How to Maintain Clean Core APIs for Research

Building a library for research and experiments is quite different from building other types of software. A key challenge is that, in research, abstractions and APIs are rarely set in stone: users may want to propose a slight variant or modification to literally ANYWHERE in the whole program, just because they have a new idea.

In deep learning libraries, these variants can be a different implementation of a layer, a change in optimization algorithm, or a small modification to the training logic, etc.

Designing and maintaining these "research APIs" is difficult thanks to how frequently users want to change their behaviors. Such changes are often implemented by simply adding features to the target API they want to modify, e.g. by adding a new flag to the API, or by adding a new abstraction that generalizes the target API towards the users’ use case.

However, when maintaining a generic, core library meant to be adopted by diverse use cases for a long term, the above approach does not scale and poses many problems (discussed more below).

This note lists a few principles when working with "research APIs" that should help answer:

  • How to maintain a clean set of core APIs in research libraries.
  • How library maintainers & users collaborate to achieve users’ diverse needs without complicating the core APIs.

Core does not aim to implement all use cases

Researchers' job is about doing things in new ways.

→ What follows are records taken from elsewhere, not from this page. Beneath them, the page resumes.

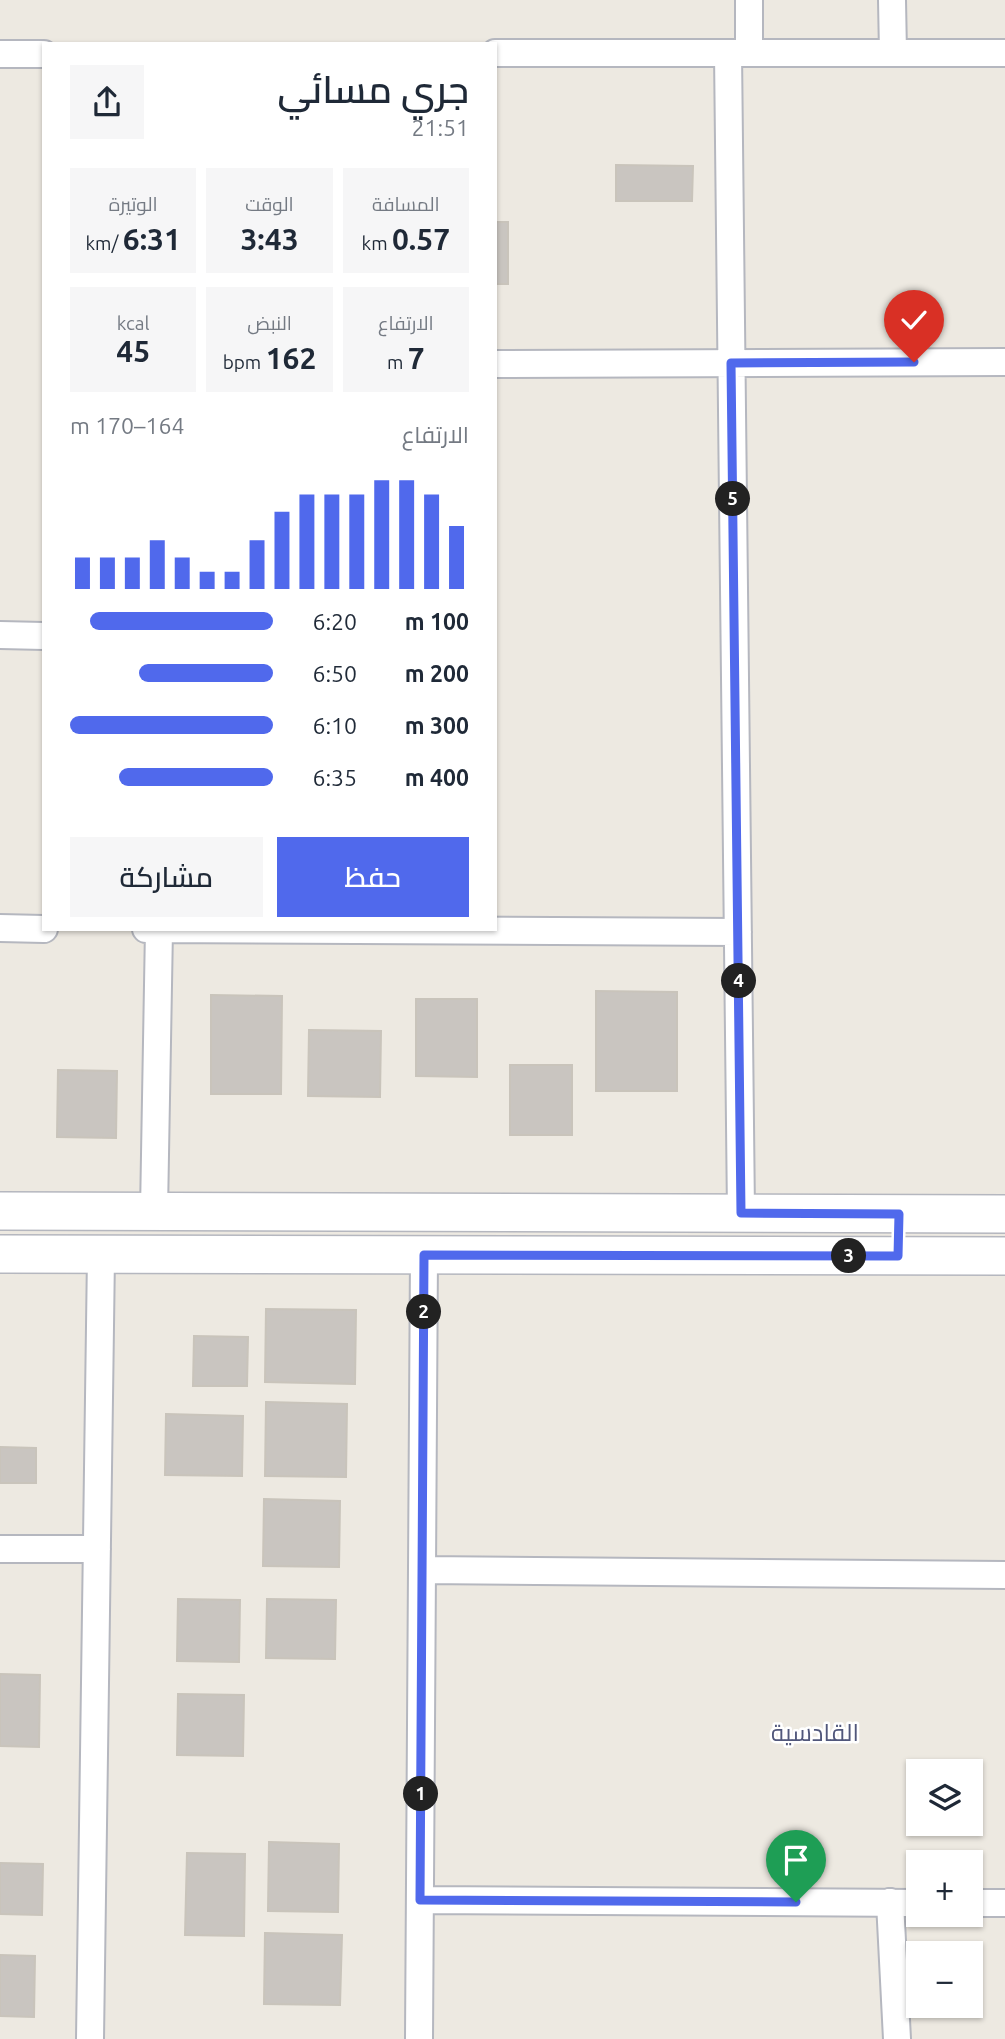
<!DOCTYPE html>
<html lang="ar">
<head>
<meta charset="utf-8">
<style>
	body { margin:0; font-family:Ubuntu,Cairo,sans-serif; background:#f6f6f7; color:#1f2937; direction:rtl; height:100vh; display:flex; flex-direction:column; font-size:26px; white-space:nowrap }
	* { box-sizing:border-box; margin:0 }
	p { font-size:23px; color:#747a83 }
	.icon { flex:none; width:38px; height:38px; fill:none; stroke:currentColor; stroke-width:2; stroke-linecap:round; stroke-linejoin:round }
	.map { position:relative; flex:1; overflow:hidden; direction:ltr }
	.sheet { position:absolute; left:42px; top:42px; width:455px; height:889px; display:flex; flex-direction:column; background:#fff; border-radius:0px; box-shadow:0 2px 5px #0004; direction:rtl }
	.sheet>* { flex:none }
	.fabs { position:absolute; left:906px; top:1759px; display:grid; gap:14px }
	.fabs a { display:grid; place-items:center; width:77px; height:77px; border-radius:0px; background:#fff; box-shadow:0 2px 5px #0004; font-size:35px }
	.pin { position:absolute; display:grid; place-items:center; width:60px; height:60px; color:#fff; margin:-72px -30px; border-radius:50% 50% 50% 0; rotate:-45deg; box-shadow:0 0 7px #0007 }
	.pin .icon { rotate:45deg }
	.km { position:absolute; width:35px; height:35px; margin:-18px; border-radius:50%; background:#222; color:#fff; font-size:19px; line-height:35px; text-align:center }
	.round { display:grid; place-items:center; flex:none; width:74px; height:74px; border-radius:0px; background:#f6f6f7 }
	.summary { display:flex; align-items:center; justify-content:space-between; height:119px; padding:0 28px }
	h1 { font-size:38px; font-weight:600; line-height:52px }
	.stats { display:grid; grid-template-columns:repeat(3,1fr); gap:10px; height:119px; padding:7px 28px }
	.stats div { display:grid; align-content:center; border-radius:0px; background:#f6f6f7; text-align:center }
	.stats b { font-size:30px; font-weight:600 }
	.stats small { font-size:19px; font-weight:400 }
	.stats p { font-size:19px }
	.chart { height:196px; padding:14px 28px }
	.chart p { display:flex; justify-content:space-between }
	.chart svg { width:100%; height:126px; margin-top:7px; stroke:#5069ec; stroke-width:6 }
	.button { display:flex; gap:14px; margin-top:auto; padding:14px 28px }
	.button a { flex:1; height:80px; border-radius:0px; background:#5069ec; color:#fff; font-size:28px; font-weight:600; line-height:80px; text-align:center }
	.button a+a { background:#f6f6f7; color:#1f2937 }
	ul { padding:0 28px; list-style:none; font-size:23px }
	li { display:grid; grid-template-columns:112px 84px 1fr; align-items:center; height:52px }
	li i { height:18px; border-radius:9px; background:#5069ec }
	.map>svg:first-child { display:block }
	.building { fill:#c9c5c0; stroke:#c9c4bb; stroke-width:2 }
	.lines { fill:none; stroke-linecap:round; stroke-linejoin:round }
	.street-casing { stroke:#b5b7bf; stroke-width:30 }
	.secondary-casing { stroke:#b5b7bf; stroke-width:40 }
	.street { stroke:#fff; stroke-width:26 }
	.secondary { stroke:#fff; stroke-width:37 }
	.route-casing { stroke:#fff; stroke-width:14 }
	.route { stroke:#5069ec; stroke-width:9 }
	.labels { text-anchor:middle; stroke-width:5; stroke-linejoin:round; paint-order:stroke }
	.neighbourhood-label { font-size:24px; fill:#51577b; stroke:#fff }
</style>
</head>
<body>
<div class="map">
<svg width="1005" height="2039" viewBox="0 0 1005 2039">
	<rect width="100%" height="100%" fill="#ede9e1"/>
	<path class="building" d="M616,165L693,166L692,201H616Z
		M495,222H508V284H495Z
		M596,991L677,992V1091H596Z
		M211,995L282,996L281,1094H211Z
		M416,999H477V1077L416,1076Z
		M309,1030L381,1031L380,1097L308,1096Z
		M510,1065H572V1135H510Z
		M58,1070L117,1071L116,1138L57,1137Z
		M266,1309L356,1310L355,1384L265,1382Z
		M194,1336L248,1337L247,1386H193Z
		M266,1402L347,1404L346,1477L265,1476Z
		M166,1414L243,1416L242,1476L165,1475Z
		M0,1447L36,1448V1483H0Z
		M264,1499L340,1501L339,1567L263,1566Z
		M178,1599L240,1600L239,1662L177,1661Z
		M267,1599L336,1600L335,1659L266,1658Z
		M0,1674L40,1675L39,1747L0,1746Z
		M178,1694L244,1695L243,1756L177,1755Z
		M269,1842L339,1844L338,1912L268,1911Z
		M187,1853L245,1854L244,1936L185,1935Z
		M0,1863L43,1864L42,1915L0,1914Z
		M265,1933L342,1935L340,2005L264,2004Z
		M0,1955L35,1956L34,2017L0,2016Z"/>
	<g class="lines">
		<defs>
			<path id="street" d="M892,0L893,53
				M495,53H1005
				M728,53L741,1213
				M749,53V0
				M0,54H44
				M495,364L1005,362
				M0,635L44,636
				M0,928L44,929
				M146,929L738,932
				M154,1211L159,929
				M0,1549H97
				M422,1570L1005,1575
				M420,1900L919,1903
				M890,1902L897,2039
				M971,1903H1005
				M90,2039L101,1255
				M419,2039L424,1255"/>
			<path id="secondary" d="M0,1211L1005,1214
				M0,1254L1005,1256"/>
		</defs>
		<use href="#street" class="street-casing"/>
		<use href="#secondary" class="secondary-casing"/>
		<use href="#street" class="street"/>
		<use href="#secondary" class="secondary"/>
	</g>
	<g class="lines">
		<defs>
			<path id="route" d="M796,1902L420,1900L424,1255L898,1256L899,1214L741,1213L731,363L914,362"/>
		</defs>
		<use href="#route" class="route-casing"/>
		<use href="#route" class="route"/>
	</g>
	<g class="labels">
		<g class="neighbourhood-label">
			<text x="815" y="1741">القادسية</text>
		</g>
	</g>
</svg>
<div class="fabs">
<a><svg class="icon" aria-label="layers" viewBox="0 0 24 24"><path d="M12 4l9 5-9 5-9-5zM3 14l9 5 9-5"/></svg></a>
<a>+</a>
<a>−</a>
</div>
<div class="pin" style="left:796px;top:1902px;background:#1e9e55"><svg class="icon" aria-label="arrive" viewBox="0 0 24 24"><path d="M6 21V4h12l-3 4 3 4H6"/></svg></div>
<div class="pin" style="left:914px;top:362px;background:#d93025"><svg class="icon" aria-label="check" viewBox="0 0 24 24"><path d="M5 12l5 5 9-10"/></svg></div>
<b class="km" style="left:421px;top:1794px">1</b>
<b class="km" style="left:424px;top:1312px">2</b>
<b class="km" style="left:849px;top:1256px">3</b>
<b class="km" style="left:739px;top:981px">4</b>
<b class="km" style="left:733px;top:499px">5</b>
<section class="sheet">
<div class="summary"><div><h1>جري مسائي</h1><p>21:51</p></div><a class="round"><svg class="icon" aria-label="share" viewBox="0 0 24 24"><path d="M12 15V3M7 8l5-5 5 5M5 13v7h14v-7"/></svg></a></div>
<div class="stats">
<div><p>المسافة</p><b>0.57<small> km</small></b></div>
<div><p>الوقت</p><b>3:43</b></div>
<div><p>الوتيرة</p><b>6:31<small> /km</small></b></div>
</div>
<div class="stats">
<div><p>الارتفاع</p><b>7<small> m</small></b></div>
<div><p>النبض</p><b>162<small> bpm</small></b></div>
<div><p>kcal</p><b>45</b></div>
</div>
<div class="chart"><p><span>الارتفاع</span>164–170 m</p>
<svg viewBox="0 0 160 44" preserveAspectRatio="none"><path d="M5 44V33M15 44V33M25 44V33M35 44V27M45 44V33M55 44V38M65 44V38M75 44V27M85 44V17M95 44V11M105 44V11M115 44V11M125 44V6M135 44V6M145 44V11M155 44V22"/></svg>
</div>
<ul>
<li><b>100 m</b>6:20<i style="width:90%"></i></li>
<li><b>200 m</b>6:50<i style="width:66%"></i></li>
<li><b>300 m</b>6:10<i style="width:100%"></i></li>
<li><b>400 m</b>6:35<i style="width:76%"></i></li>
</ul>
<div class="button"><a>حفظ</a><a>مشاركة</a></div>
</section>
</div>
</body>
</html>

Hence their needs are so diverse that a core library should not aim to include or implement features for all possible use cases. The library should aim to only include the most popular and standardized features (more on the criteria later).

Core should allow most features to be implemented out-of-core

For features not included in the core, ideally there should be a way for users to implement them out-of-core as extensions, without too much overhead / repetition.

This requires a continuous design evolution to make the core more modular and composable, so that core code can be reused in users’ new implementation.

A good sanity check for library maintainers is to ask the following question:

For any feature currently in the core library, suppose we remove it today, how much effort would it take for users to reimplement it out-of-core?

A well-designed library should be decoupled such that most of its features are just extensions of itself, and they can be implemented out-of-core the same way as it is in the core.

Criteria for feature inclusion

There are 3 criteria for feature inclusion in core, ordered by their importance.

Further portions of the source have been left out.